_Assignment_. Filter the listing below down to the lines containing the word "tools".

----------------

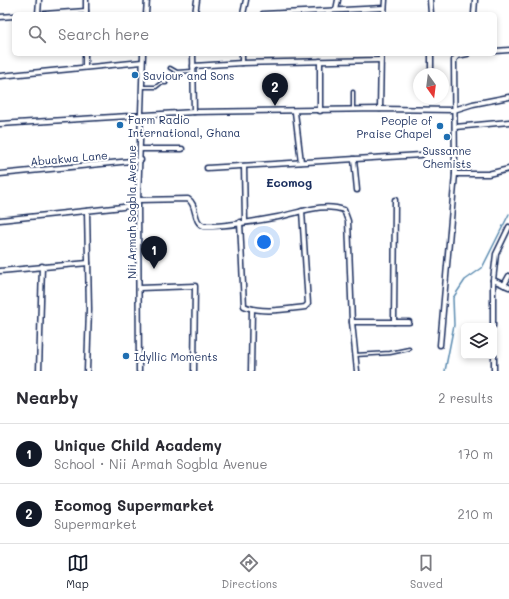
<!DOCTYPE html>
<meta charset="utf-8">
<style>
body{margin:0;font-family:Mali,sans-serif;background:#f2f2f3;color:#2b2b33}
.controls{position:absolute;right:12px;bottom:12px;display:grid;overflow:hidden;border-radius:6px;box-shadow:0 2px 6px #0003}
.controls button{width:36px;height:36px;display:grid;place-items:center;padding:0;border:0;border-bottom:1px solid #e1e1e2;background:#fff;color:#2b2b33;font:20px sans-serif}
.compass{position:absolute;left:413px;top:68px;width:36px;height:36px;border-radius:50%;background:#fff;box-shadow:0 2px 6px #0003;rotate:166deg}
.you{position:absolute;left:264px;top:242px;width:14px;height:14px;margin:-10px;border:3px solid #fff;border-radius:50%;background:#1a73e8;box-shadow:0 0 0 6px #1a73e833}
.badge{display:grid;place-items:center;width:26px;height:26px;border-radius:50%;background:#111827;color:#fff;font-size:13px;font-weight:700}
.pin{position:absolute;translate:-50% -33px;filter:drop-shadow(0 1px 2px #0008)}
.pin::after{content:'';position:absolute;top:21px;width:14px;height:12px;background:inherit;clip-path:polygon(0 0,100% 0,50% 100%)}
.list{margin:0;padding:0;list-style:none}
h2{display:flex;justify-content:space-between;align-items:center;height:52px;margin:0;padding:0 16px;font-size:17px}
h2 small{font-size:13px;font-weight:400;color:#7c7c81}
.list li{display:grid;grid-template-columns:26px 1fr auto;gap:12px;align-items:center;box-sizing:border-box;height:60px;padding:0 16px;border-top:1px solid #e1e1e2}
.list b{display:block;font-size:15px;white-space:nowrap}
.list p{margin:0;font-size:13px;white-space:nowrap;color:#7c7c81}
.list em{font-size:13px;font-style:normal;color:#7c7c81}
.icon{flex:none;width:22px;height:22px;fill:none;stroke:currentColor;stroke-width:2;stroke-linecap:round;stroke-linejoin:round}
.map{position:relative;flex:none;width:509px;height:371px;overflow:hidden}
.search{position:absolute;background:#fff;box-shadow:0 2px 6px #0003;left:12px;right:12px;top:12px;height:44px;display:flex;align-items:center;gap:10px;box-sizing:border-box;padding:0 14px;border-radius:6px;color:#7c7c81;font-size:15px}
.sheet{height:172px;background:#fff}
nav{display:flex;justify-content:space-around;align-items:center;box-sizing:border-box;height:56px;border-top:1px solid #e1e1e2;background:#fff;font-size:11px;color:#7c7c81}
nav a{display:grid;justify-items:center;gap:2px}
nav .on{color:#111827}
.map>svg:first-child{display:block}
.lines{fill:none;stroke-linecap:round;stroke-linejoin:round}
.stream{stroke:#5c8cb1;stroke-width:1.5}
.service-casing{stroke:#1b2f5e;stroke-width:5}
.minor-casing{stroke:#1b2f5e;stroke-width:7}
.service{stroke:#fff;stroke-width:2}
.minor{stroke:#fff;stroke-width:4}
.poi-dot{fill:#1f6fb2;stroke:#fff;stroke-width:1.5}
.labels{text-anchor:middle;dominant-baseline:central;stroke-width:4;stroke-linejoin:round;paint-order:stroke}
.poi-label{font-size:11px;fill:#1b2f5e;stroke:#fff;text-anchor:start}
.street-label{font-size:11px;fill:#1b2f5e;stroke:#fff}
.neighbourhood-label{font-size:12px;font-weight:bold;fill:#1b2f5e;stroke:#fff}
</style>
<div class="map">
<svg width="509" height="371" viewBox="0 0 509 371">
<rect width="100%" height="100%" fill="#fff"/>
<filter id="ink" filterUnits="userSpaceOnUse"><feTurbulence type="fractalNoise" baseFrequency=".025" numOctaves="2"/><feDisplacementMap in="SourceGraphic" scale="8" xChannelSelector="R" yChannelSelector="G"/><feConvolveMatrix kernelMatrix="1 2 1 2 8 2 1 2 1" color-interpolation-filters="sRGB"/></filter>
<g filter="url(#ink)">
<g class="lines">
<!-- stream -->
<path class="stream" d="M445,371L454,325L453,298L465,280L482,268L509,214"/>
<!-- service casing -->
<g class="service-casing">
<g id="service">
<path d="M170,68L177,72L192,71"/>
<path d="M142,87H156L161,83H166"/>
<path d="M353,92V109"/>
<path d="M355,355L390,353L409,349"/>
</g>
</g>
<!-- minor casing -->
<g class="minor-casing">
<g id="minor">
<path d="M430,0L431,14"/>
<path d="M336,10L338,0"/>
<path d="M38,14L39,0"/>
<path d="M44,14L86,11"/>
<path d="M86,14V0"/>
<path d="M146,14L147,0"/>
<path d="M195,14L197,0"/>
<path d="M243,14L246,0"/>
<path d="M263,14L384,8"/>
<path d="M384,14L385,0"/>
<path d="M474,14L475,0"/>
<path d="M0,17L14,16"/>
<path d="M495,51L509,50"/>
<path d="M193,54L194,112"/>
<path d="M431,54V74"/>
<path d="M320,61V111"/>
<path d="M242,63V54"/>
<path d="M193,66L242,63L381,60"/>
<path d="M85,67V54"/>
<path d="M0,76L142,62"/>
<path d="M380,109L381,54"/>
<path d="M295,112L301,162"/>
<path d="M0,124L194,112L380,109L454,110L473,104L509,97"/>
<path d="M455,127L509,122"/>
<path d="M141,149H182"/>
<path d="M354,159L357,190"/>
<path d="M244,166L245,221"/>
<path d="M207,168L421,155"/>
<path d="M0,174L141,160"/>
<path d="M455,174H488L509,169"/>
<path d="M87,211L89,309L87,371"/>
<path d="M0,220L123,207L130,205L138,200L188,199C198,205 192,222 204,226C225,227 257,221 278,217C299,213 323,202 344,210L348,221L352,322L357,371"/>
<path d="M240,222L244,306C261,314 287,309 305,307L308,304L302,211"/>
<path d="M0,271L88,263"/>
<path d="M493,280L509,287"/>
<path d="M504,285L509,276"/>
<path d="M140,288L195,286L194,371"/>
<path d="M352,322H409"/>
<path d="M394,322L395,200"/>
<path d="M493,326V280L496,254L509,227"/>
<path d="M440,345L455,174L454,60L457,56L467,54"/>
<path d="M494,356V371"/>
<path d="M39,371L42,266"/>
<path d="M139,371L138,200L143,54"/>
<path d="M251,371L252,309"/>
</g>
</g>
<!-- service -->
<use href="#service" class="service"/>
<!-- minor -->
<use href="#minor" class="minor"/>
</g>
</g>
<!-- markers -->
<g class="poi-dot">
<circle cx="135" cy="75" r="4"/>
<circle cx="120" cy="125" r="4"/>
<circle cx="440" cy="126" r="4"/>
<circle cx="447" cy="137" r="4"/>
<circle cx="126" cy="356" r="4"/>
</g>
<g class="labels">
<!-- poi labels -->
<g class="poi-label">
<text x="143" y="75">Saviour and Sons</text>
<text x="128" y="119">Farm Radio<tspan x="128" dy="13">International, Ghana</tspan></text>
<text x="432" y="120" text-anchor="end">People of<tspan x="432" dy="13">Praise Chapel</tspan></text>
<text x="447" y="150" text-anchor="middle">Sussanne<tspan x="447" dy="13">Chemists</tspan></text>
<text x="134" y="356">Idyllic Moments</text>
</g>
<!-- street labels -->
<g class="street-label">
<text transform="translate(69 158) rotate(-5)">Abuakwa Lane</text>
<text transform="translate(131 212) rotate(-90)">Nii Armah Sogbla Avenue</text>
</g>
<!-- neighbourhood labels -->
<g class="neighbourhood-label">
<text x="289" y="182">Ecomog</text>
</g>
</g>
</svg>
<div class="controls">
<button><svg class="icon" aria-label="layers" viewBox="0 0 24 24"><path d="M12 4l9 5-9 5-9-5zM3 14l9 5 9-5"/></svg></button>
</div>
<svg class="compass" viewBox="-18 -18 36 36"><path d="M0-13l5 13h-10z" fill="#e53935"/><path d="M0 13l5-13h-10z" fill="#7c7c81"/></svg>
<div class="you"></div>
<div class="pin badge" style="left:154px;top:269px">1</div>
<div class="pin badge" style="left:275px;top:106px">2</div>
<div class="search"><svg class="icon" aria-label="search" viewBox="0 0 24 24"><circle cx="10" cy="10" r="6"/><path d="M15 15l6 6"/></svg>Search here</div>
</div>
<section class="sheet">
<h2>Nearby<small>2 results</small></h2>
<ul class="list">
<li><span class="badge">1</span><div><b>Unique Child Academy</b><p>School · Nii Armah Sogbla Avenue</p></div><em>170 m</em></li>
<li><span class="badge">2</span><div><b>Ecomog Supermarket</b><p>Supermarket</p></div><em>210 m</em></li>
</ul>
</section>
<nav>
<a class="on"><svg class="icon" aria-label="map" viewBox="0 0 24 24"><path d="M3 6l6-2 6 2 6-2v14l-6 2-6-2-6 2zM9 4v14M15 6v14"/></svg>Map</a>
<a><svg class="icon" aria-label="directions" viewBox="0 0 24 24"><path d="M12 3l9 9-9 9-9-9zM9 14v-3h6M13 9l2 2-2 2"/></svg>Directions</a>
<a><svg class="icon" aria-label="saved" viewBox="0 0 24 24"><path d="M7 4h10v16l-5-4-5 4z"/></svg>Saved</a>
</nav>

----------------

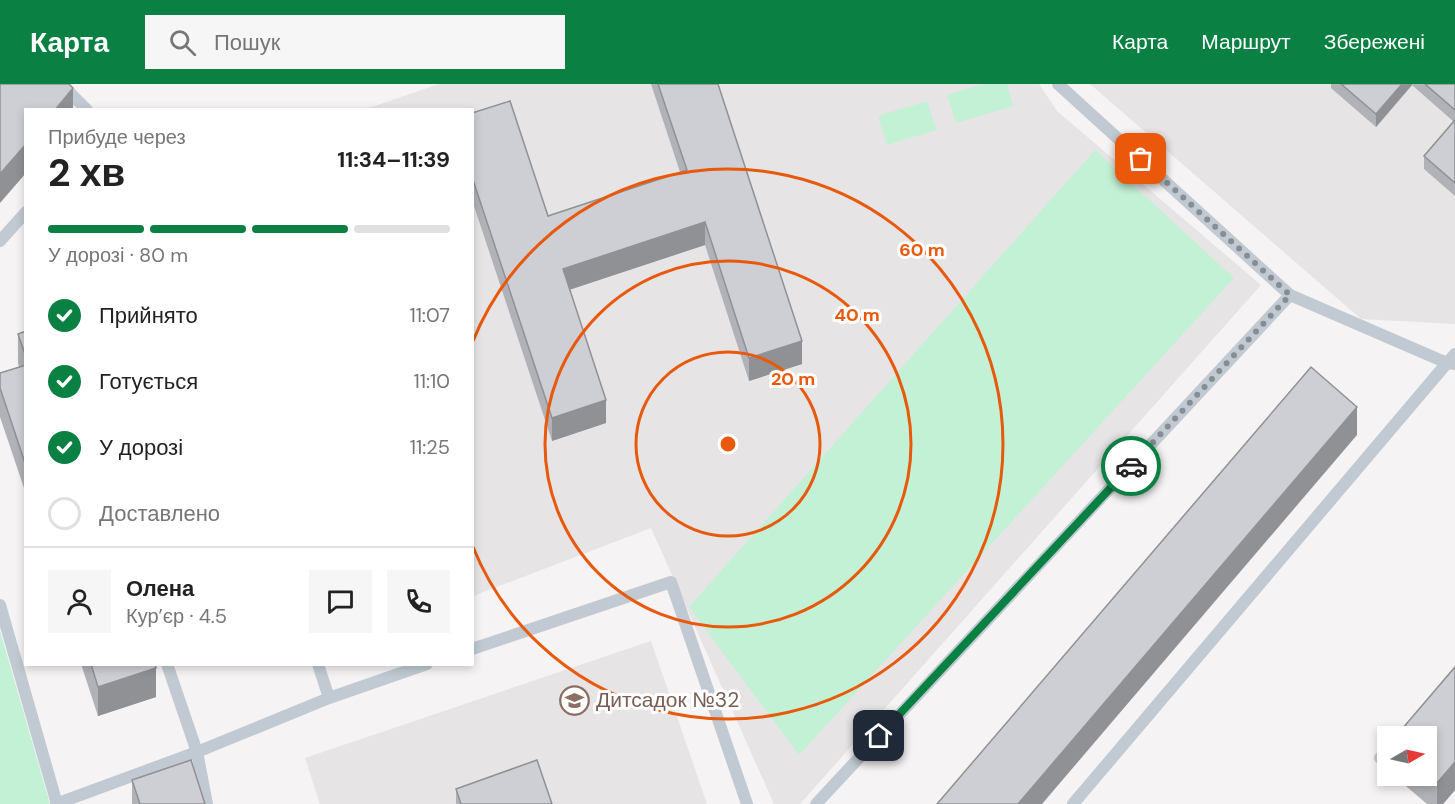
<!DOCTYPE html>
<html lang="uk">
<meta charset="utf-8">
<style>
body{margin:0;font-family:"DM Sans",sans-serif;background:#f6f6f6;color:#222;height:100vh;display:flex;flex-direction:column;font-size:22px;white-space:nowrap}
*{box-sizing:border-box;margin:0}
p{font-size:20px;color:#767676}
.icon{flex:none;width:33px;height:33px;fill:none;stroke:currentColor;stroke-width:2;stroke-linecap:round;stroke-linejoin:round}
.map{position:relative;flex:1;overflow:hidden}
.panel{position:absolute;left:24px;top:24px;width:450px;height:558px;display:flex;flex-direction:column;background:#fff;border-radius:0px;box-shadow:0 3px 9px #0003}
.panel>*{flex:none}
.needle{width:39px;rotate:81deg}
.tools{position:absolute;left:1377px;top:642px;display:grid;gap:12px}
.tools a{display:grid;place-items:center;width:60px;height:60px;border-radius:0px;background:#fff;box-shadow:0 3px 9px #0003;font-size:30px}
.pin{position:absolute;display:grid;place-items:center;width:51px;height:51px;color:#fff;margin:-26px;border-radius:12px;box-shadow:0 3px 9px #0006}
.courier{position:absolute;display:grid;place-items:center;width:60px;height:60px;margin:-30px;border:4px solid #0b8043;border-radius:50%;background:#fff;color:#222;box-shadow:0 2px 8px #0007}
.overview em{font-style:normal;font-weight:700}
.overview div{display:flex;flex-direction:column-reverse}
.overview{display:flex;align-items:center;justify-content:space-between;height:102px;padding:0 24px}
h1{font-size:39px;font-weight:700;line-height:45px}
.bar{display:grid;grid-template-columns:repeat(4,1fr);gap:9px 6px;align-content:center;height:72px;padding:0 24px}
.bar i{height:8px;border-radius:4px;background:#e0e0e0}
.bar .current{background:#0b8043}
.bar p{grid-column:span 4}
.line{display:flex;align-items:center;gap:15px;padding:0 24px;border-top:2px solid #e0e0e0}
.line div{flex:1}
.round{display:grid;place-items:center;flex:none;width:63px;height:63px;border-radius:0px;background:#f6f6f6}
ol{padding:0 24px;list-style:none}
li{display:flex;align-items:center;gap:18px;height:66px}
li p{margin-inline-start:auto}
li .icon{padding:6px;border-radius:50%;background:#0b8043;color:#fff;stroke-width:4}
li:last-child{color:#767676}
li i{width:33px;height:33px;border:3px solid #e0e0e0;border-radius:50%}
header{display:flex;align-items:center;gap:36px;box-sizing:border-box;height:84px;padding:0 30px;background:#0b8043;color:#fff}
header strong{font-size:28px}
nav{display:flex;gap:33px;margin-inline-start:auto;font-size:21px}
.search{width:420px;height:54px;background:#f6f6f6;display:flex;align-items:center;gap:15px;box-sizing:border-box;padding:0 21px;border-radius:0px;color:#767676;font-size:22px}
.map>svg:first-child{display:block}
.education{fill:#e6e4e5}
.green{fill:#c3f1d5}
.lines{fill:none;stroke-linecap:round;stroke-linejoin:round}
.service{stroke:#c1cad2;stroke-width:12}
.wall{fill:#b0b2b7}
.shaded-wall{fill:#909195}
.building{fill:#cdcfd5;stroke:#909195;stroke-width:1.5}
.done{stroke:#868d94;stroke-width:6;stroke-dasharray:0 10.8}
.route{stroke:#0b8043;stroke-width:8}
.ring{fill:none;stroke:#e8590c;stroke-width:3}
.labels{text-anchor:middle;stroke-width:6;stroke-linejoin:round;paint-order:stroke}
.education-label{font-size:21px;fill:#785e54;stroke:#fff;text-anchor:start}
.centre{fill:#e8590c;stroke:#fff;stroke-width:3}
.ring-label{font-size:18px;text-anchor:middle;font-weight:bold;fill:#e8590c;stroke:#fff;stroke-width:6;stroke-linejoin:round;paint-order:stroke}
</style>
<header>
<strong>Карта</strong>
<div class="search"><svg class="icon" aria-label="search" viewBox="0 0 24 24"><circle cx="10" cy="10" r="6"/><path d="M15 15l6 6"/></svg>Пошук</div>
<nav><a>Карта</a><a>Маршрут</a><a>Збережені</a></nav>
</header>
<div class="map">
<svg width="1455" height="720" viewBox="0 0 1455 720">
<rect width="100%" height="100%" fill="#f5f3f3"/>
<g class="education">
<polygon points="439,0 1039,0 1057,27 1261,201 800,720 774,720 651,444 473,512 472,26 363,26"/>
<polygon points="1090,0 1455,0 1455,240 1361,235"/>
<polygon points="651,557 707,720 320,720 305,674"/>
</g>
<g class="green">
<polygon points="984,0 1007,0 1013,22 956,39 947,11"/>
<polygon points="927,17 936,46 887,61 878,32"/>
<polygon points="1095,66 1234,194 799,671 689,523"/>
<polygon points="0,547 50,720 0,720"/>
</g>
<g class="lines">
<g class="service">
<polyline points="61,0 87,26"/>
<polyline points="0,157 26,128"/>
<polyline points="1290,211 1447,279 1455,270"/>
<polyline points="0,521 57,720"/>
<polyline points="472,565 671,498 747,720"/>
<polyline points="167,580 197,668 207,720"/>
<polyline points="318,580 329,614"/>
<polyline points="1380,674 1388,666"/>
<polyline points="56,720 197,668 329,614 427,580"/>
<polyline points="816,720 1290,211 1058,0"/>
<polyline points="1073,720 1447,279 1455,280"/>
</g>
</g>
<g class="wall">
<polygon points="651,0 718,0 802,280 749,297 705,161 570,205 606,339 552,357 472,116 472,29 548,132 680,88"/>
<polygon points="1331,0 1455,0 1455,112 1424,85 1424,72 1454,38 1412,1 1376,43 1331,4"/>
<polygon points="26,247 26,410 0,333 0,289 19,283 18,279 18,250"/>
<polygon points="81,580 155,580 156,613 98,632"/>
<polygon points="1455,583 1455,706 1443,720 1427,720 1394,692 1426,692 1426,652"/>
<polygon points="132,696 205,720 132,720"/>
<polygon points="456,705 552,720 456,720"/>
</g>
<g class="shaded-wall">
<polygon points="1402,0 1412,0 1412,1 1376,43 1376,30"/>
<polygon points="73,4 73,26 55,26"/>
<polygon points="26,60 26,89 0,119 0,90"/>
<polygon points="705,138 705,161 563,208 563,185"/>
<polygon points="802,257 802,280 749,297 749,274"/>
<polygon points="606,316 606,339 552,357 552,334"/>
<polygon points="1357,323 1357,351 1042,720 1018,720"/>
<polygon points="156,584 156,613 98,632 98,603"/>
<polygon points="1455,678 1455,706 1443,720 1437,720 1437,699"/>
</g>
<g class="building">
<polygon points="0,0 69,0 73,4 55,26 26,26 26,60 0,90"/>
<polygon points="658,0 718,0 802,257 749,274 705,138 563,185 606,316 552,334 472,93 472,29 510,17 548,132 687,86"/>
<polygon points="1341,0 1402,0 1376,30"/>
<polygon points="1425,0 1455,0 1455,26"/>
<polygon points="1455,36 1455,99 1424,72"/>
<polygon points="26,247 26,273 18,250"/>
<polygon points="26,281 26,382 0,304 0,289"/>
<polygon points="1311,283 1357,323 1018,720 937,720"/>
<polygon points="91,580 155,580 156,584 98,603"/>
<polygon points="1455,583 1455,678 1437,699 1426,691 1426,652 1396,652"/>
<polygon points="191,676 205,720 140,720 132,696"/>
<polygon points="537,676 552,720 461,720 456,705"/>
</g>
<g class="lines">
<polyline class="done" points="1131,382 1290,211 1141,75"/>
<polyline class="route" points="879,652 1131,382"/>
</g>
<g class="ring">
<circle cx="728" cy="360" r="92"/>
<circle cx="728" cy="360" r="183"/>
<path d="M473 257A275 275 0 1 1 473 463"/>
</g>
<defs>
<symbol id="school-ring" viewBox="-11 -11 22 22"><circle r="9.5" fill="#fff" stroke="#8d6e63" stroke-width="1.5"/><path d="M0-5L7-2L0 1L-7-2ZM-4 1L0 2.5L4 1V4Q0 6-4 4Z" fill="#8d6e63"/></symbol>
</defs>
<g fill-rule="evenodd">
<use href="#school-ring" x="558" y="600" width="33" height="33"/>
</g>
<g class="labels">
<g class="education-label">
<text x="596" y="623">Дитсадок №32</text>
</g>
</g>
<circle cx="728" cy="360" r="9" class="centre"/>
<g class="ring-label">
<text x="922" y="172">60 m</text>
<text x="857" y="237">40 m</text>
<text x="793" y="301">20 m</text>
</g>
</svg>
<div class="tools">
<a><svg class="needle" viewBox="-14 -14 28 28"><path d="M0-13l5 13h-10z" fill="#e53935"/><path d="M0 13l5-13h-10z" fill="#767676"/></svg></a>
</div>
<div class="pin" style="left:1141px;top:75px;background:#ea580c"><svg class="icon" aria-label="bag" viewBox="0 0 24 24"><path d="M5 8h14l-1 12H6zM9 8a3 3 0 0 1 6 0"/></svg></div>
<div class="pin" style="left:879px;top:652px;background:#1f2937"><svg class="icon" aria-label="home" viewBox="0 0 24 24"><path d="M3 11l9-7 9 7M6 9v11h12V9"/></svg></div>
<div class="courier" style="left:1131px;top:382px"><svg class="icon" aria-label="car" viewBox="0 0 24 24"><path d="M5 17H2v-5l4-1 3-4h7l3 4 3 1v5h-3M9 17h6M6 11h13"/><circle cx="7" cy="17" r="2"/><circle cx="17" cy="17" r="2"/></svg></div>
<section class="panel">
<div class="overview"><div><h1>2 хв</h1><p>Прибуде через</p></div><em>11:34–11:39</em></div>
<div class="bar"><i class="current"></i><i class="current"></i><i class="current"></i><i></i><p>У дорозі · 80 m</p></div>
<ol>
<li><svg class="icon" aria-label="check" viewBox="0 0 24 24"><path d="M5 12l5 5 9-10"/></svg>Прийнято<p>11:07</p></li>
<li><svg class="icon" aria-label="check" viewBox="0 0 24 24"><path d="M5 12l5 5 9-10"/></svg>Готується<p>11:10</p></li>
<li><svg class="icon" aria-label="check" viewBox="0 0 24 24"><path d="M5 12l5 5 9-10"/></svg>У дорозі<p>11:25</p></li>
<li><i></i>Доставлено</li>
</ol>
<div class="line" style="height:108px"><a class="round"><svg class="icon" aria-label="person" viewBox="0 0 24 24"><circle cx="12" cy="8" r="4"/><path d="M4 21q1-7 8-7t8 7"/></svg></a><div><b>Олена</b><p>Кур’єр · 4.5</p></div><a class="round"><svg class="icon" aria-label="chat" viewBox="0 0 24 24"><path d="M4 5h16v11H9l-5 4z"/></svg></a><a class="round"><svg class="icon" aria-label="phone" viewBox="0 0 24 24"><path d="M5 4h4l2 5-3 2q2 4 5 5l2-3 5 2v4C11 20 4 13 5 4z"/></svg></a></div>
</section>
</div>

----------------

_Output of the task_.
.tools{position:absolute;left:1377px;top:642px;display:grid;gap:12px}
.tools a{display:grid;place-items:center;width:60px;height:60px;border-radius:0px;background:#fff;box-shadow:0 3px 9px #0003;font-size:30px}
<div class="tools">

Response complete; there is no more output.